The copy must match the data word for word and contain no pictures.

━━━━━ Dataset extract

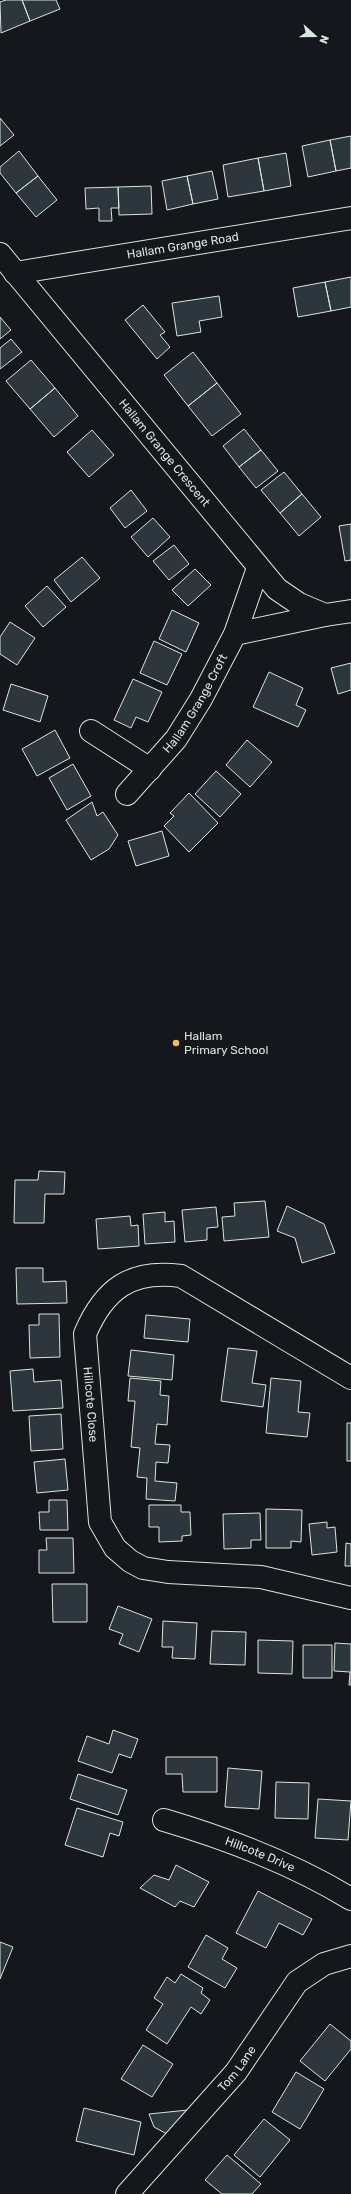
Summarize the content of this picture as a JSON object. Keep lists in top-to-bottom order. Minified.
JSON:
{"streets":{"street":["Hallam Grange Road","Hallam Grange Crescent","Hallam Grange Croft","Hillcote Close","Hillcote Drive","Tom Lane"]},"crossings":[["Hallam Grange Road","Hallam Grange Crescent"],["Hallam Grange Crescent","Hallam Grange Croft"]],"places":["Hallam Primary School"],"north":"right"}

━━━━━━━━━━

Problem solution =
Summarize the content of this picture as a JSON object. Keep lists in top-to-bottom order. Minified.
JSON:
{"streets":{"street":["Hallam Grange Road","Hallam Grange Crescent","Hallam Grange Croft","Hillcote Close","Hillcote Drive","Tom Lane"]},"crossings":[["Hallam Grange Road","Hallam Grange Crescent"],["Hallam Grange Crescent","Hallam Grange Croft"]],"places":["Hallam Primary School"],"north":"right"}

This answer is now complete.